You might want to check out a Postwar KW transformer. It is rated at 190 watts, will control 2 trains, and can be found at decent prices.


----------



## Mikeh49 (Sep 20, 2015)

The Lionel 1033 is 90 watts, goes 5-16VAC and has a reverse/whistle switch. Should be reasonable.


----------



## teledoc (Oct 22, 2014)

Along the same lines as Mikeh49’s suggestion is the comparable 1044, which is identical to the 1033, for voltage and wattage. Price is in same range, and very popular transformer.


----------



## Mikeh49 (Sep 20, 2015)

The 1032 looks to be the same as the 1033 except 75 watts. The 1044 is quite "moderne", probably only suitable for PAs.


----------



## flyernut (Oct 31, 2010)

Here's my ZW I found at a barn sale














. After a little clean-up, it was a great buy....$10 bucks, still in the original box.


----------



## flyernut (Oct 31, 2010)

I also use a RW. My Dad used it for his standard gauge #8e set.


----------



## mopac (Feb 24, 2011)

Nice looking ZW flyernut, I love mine.

Broke, before you went DCC with N scale did you have a DC transformer?
If you still have it try it on your flyers, I think all the flyers you have will run on DC.
I know you just want to be able to run your flyers a little slower. I really do not know why AF transformers start at 7 volts. That's half throttle right off the bat. Sometimes you got to remember why they call them flyers. They fly. 

Plus I do not know if all lionel transformers start at 2 1/2 volts. Be careful.


----------



## mopac (Feb 24, 2011)

Broke, I understand what you want. Example - I only had my AF 12B transformer to run
my 282 and my lionel trains. I bought a brand new Williams O guage engine early last
year. It ran so fast on my AF transformer I took a brand new engine with 2 motors and
cut up the wiring. I rewired it from parallel wiring to series wiring. That worked. Slowed it up by about half. If I had had my ZW I would not have had to do that to a brand new engine. That rewiring will not work on a flyer.


----------



## mopac (Feb 24, 2011)

Broke, just save your money and buy a Lionel ZW. You will not regret it. It is the coolest
transformer ever built. And they are vintage, from the 50s. Plan on 100 to 125 for a good one.
They can be serviced as easy as a flyer. I have worked on mine. New rollers and cleaned the coil.


----------



## mopac (Feb 24, 2011)

I would get rid of my AF 12B but my dad bought it for me so I could run my 282 and a lionel engine I got around 1964. My dad is gone so I keep the 12B. LOL, but I may never use it again. I guess I could use it for lighting.


----------



## upsman55 (Jan 11, 2013)

mopac said:


> I would get rid of my AF 12B but my dad bought it for me so I could run my 282 and a lionel engine I got around 1964. My dad is gone so I keep the 12B. LOL, but I may never use it again. I guess I could use it for lighting.

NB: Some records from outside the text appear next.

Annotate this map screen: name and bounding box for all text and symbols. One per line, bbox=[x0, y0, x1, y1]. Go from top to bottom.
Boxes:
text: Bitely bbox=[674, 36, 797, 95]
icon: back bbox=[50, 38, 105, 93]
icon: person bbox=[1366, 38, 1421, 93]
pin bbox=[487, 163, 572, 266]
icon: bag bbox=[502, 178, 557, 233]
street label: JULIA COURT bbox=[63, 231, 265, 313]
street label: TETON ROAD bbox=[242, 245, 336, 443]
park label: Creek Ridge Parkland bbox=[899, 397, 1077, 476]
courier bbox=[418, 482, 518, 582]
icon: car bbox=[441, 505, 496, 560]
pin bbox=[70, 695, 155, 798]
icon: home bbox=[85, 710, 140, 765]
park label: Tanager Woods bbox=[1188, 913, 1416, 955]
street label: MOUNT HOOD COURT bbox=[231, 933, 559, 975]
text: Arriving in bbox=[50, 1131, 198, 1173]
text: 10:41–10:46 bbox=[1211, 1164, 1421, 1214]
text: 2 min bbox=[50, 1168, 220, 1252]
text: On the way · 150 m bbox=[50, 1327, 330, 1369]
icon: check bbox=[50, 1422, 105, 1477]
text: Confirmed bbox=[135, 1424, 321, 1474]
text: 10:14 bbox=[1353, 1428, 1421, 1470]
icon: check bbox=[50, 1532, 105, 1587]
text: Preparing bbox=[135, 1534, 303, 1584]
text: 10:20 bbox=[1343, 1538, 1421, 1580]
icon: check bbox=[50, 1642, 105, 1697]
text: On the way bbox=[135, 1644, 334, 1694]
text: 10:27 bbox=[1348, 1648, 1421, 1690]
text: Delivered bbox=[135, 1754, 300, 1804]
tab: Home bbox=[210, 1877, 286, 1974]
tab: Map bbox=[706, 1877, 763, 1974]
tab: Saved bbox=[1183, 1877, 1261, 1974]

Im big on the sentimental value of many of my trains also. My old lionels have all been acquired from family, and in one case, a nice old couple who lived next door to me when I was a kid. All those people have passed on, so I feel like I honor their memory by hanging on to the trains and keeping them running.Letting them go would be difficult.


----------



## upsman55 (Jan 11, 2013)

flyernut said:


> Here's my ZW I found at a barn sale
> View attachment 411249
> 
> 
> ...


That was an awesome deal for that zw. I also have one that came in the original box, but I'm ashamed to say what I paid for it after seeing what you got for ten bucks. I want you to be my buyer at the next train show!


----------



## flyernut (Oct 31, 2010)

upsman55 said:


> Im big on the sentimental value of many of my trains also. My old lionels have all been acquired from family, and in one case, a nice old couple who lived next door to me when I was a kid. All those people have passed on, so I feel like I honor their memory by hanging on to the trains and keeping them running.Letting them go would be difficult.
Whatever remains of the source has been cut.